▼

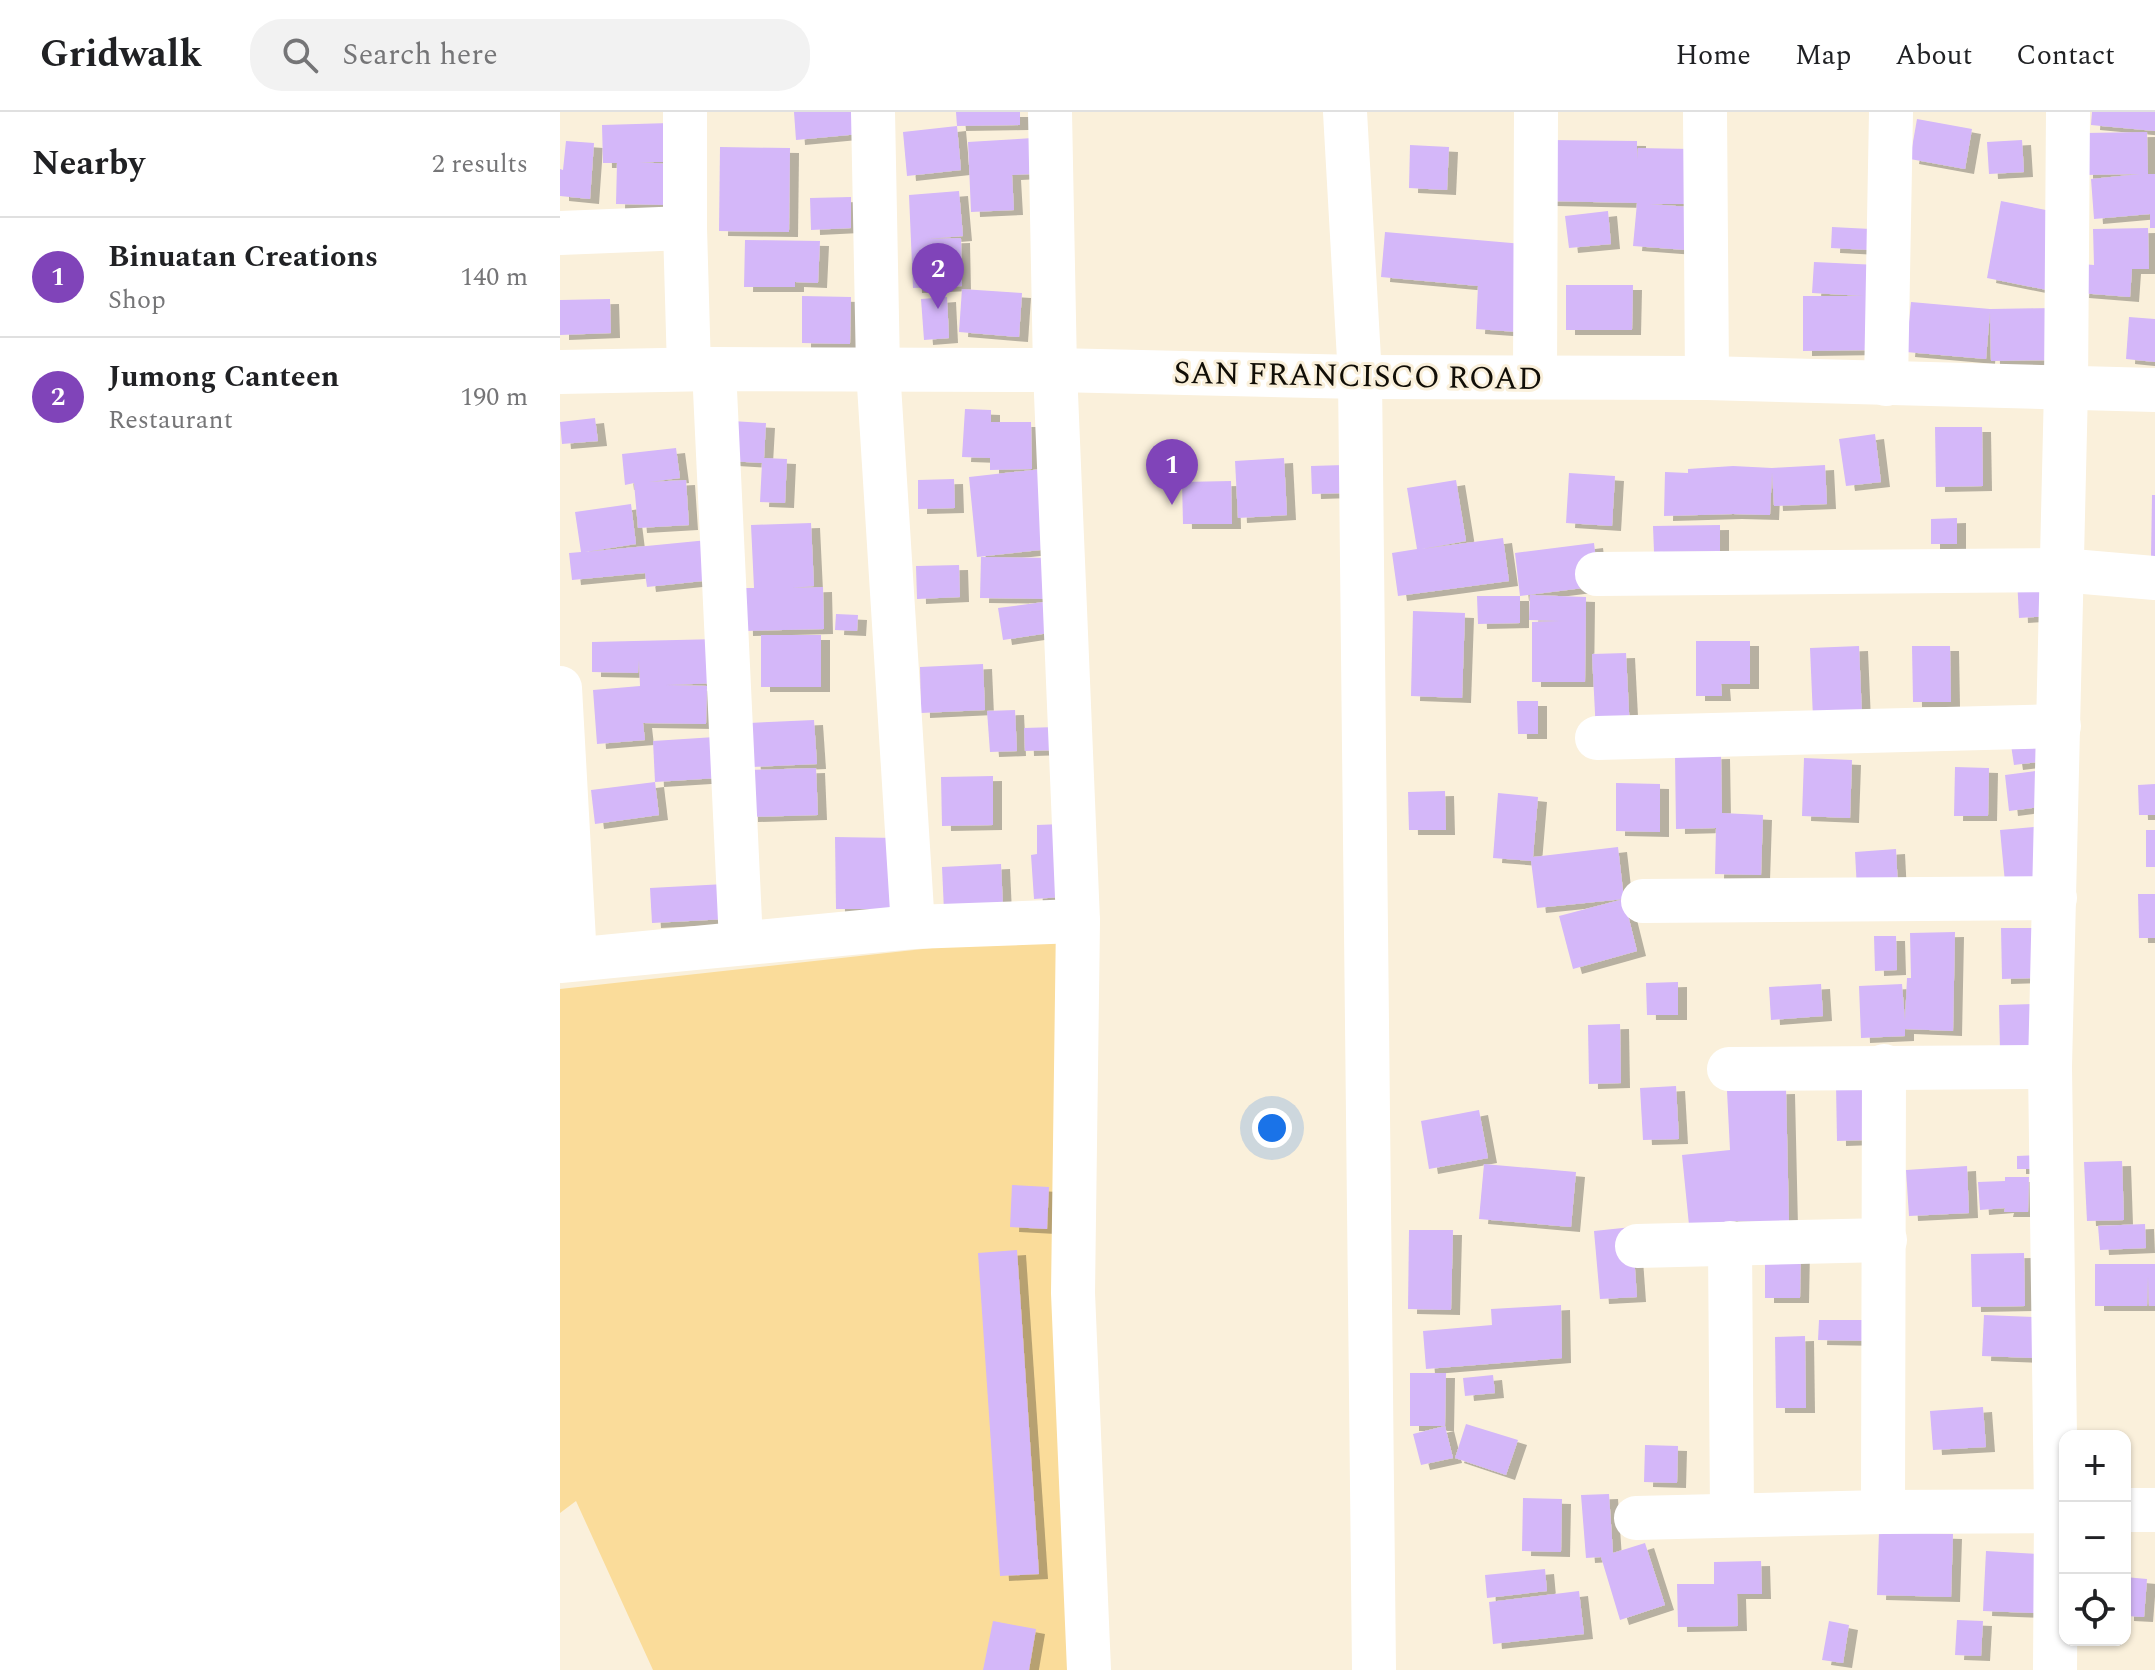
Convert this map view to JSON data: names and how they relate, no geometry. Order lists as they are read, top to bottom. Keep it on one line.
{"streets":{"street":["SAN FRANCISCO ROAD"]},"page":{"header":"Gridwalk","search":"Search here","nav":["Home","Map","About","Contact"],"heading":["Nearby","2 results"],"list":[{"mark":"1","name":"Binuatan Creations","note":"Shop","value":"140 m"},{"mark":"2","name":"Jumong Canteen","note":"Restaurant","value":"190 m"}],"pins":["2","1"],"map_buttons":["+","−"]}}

▲
▼

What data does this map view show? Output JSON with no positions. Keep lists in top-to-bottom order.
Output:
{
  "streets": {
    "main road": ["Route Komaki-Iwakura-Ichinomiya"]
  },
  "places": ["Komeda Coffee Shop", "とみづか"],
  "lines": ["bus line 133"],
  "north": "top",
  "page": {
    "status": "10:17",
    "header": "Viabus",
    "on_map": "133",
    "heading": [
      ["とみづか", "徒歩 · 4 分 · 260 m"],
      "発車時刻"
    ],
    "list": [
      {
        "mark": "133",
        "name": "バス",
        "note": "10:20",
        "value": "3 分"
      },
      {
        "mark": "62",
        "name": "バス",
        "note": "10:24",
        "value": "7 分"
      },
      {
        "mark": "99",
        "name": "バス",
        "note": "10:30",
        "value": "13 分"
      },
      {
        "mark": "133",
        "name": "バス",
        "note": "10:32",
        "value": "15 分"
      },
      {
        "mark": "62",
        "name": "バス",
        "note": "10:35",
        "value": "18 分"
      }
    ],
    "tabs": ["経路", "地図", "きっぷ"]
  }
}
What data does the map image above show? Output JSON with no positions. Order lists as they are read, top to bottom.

▲
▼

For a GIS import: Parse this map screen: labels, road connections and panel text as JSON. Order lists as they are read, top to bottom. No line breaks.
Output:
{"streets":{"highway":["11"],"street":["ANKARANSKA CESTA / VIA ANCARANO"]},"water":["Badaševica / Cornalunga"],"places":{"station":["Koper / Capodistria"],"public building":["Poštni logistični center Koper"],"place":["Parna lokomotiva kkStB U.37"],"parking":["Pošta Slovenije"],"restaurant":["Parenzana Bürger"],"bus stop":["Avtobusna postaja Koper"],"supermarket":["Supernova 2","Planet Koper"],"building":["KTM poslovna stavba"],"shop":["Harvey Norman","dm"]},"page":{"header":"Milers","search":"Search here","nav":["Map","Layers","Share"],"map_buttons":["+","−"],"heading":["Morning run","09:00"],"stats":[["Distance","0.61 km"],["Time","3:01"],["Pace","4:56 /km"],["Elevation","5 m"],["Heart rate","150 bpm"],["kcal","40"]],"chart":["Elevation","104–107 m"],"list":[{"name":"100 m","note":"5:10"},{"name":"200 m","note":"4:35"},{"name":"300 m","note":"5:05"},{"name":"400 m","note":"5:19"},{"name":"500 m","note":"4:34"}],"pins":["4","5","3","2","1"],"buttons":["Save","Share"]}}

▲

## TASK TO COMPLETE
Return all lines of the material above in which the word "positions" occurs.

## RESPONSE TO THIS EXERCISE
What data does this map view show? Output JSON with no positions. Keep lists in top-to-bottom order.
What data does the map image above show? Output JSON with no positions. Order lists as they are read, top to bottom.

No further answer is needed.